What you should do: Go through the material below and please tally the lines that hold the word "screen"; the number alone is the answer.

'''

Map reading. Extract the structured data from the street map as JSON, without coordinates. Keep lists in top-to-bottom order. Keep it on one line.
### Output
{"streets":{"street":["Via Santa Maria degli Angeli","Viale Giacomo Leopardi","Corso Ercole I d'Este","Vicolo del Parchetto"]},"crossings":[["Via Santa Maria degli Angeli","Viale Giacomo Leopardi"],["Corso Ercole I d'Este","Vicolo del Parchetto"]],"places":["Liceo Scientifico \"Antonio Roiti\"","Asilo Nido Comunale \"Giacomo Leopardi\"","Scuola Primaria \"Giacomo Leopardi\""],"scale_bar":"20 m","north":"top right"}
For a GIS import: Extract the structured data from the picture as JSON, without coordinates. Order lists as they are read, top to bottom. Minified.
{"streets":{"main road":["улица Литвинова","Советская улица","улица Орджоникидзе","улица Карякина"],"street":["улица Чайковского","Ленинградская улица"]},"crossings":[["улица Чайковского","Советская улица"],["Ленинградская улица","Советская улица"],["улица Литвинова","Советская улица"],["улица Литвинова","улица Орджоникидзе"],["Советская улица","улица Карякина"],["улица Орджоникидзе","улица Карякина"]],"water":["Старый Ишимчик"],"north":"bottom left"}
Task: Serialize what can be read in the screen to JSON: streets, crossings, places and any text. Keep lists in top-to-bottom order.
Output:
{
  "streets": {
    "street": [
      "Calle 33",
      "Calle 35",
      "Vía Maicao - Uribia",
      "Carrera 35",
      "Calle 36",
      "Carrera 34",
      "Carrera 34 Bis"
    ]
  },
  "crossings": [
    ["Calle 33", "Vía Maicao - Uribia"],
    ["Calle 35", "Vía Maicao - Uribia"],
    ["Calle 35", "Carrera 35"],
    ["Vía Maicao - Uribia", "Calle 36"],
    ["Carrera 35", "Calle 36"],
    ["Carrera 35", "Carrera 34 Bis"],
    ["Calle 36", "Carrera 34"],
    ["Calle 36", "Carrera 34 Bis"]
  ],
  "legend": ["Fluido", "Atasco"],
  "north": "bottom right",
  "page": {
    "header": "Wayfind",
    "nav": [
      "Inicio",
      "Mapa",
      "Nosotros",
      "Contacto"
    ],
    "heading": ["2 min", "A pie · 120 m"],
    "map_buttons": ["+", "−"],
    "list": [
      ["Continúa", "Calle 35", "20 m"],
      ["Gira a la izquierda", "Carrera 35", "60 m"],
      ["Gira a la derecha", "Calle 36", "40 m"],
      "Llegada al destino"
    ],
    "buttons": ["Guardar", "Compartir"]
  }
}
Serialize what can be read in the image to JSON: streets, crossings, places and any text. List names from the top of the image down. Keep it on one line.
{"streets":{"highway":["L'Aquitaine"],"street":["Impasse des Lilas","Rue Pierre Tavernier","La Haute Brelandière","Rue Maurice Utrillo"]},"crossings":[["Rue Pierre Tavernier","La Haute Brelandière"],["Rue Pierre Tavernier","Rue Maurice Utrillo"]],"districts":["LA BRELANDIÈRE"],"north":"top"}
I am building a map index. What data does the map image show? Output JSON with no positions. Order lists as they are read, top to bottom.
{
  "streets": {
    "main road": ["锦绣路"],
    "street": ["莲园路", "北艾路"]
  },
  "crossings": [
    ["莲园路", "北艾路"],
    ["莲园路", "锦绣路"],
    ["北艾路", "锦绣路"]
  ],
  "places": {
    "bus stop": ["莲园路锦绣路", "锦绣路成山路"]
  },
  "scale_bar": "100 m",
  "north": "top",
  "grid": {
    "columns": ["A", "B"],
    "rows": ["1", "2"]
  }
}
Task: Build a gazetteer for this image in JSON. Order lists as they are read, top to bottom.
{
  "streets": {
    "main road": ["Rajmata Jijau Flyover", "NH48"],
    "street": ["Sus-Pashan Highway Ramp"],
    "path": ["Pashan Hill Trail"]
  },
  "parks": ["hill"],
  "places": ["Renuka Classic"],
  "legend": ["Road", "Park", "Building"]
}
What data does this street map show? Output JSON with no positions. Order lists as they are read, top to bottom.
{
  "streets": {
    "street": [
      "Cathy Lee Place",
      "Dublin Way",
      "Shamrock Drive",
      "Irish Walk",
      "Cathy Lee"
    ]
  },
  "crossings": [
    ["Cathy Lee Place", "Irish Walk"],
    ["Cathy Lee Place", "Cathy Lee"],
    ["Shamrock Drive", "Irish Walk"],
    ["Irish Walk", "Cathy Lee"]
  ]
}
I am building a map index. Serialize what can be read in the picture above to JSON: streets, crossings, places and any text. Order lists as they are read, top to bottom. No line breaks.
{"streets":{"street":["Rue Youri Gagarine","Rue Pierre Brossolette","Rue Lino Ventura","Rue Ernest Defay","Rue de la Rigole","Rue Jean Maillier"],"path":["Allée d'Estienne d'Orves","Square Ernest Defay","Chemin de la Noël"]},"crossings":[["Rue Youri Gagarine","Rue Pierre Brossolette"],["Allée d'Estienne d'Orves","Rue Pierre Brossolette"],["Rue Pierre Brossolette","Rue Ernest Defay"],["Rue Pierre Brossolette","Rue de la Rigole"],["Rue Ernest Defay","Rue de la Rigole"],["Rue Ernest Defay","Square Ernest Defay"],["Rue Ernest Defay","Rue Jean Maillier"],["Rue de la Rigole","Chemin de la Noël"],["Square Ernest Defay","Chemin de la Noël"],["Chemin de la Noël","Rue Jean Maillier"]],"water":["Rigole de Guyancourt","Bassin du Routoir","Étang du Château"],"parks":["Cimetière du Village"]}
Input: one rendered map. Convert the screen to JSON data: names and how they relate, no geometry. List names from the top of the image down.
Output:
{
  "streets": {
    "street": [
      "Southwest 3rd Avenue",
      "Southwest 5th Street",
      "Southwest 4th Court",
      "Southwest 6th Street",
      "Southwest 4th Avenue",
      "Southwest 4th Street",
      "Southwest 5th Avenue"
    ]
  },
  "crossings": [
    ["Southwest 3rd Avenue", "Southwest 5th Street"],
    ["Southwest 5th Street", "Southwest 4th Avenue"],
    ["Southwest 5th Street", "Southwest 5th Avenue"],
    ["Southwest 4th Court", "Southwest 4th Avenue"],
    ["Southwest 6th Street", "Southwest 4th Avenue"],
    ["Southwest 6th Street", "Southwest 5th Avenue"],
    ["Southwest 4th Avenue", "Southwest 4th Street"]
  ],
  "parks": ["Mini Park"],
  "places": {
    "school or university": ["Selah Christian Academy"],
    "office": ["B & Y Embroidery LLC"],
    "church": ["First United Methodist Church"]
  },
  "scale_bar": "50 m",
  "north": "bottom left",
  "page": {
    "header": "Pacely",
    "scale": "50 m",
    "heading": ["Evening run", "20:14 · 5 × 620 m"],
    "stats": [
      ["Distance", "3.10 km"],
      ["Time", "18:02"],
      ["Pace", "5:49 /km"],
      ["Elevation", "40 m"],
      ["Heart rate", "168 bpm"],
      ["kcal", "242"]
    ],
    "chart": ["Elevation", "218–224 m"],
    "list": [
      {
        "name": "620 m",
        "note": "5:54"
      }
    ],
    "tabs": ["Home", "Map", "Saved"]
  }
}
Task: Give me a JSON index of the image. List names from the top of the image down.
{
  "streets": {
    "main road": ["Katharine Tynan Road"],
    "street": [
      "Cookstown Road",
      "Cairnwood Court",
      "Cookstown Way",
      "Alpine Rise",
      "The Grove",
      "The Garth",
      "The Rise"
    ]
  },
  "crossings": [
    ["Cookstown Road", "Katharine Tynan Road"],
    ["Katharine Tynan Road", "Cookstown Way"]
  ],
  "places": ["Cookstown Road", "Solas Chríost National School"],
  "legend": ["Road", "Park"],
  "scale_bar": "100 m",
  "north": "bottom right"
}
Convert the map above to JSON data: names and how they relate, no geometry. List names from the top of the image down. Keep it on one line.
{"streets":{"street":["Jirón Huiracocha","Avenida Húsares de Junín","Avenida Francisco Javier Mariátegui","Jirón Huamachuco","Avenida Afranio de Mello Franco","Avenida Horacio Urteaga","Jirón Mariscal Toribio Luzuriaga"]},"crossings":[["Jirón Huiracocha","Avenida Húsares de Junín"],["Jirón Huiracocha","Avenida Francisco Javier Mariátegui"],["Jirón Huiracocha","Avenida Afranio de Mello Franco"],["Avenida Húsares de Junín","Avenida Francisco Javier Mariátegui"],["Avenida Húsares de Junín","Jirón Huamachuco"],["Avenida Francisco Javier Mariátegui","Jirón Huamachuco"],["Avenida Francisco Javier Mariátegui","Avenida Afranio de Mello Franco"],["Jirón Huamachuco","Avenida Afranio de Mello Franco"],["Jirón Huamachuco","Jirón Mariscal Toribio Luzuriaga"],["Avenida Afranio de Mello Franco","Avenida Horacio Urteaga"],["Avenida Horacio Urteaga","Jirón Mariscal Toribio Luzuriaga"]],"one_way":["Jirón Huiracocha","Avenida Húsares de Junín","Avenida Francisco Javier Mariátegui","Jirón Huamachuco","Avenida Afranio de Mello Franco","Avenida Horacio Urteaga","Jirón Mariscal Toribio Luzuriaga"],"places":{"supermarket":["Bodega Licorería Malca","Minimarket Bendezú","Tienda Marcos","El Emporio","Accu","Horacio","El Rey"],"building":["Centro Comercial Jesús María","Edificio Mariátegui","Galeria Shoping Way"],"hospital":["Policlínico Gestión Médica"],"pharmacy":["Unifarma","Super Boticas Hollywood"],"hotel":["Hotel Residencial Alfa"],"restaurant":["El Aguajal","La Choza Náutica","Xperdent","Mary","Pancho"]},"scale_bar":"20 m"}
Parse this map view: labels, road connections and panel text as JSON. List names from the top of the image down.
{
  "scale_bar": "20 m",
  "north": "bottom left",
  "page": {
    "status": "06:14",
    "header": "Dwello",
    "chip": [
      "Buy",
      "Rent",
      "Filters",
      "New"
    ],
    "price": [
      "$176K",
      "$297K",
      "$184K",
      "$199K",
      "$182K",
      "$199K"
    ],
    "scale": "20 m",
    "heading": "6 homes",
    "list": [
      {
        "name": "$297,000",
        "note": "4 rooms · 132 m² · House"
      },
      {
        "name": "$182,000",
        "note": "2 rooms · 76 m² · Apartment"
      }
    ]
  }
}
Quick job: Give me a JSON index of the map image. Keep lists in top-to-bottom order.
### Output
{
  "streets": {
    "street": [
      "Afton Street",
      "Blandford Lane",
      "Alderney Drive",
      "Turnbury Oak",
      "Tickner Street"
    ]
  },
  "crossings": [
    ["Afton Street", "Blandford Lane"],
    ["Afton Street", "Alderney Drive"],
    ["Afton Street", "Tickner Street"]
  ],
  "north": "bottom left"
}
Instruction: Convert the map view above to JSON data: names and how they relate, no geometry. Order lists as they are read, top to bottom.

'''

Expected answer: 2